Collected data entries:
----

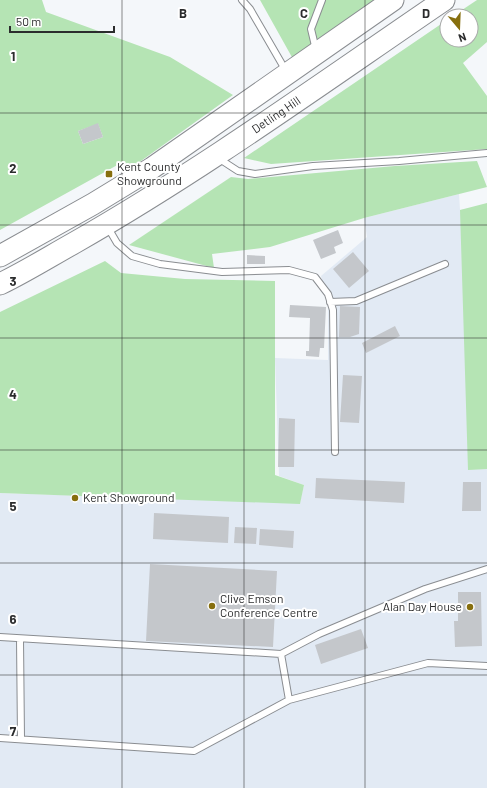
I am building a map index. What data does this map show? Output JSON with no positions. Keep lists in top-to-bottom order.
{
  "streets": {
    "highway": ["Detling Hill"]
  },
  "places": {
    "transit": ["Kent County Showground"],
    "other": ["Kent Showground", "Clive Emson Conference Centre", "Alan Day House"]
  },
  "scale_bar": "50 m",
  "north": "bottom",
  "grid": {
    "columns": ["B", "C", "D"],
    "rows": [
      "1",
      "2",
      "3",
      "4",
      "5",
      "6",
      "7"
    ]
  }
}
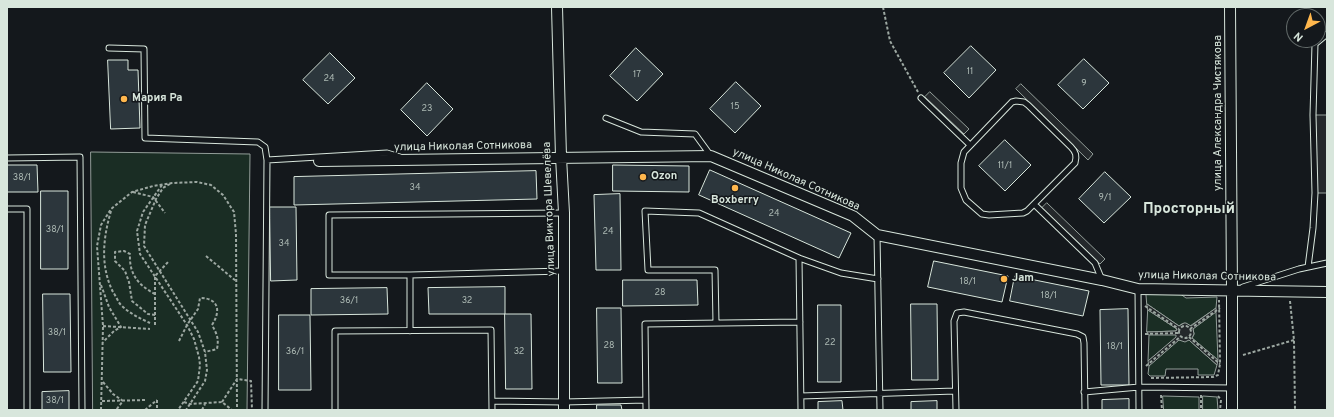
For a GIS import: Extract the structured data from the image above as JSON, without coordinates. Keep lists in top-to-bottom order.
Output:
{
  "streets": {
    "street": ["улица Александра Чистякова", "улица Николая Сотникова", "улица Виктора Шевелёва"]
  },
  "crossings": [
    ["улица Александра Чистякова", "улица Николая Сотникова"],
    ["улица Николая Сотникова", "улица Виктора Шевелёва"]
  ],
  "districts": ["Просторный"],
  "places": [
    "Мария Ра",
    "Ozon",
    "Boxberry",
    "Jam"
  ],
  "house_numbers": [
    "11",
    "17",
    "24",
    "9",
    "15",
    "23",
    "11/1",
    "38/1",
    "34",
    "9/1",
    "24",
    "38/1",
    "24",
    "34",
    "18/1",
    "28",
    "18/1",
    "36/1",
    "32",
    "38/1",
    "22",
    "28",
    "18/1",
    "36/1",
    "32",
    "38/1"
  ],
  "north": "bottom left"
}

----

PROBLEM TO SOLVE: Pictures stay out of this copy; write out the entries above exactly.

ANSWER TO THIS TASK:
I am building a map index. What data does this map show? Output JSON with no positions. Keep lists in top-to-bottom order.
{
  "streets": {
    "highway": ["Detling Hill"]
  },
  "places": {
    "transit": ["Kent County Showground"],
    "other": ["Kent Showground", "Clive Emson Conference Centre", "Alan Day House"]
  },
  "scale_bar": "50 m",
  "north": "bottom",
  "grid": {
    "columns": ["B", "C", "D"],
    "rows": [
      "1",
      "2",
      "3",
      "4",
      "5",
      "6",
      "7"
    ]
  }
}
For a GIS import: Extract the structured data from the image above as JSON, without coordinates. Keep lists in top-to-bottom order.
Output:
{
  "streets": {
    "street": ["улица Александра Чистякова", "улица Николая Сотникова", "улица Виктора Шевелёва"]
  },
  "crossings": [
    ["улица Александра Чистякова", "улица Николая Сотникова"],
    ["улица Николая Сотникова", "улица Виктора Шевелёва"]
  ],
  "districts": ["Просторный"],
  "places": [
    "Мария Ра",
    "Ozon",
    "Boxberry",
    "Jam"
  ],
  "house_numbers": [
    "11",
    "17",
    "24",
    "9",
    "15",
    "23",
    "11/1",
    "38/1",
    "34",
    "9/1",
    "24",
    "38/1",
    "24",
    "34",
    "18/1",
    "28",
    "18/1",
    "36/1",
    "32",
    "38/1",
    "22",
    "28",
    "18/1",
    "36/1",
    "32",
    "38/1"
  ],
  "north": "bottom left"
}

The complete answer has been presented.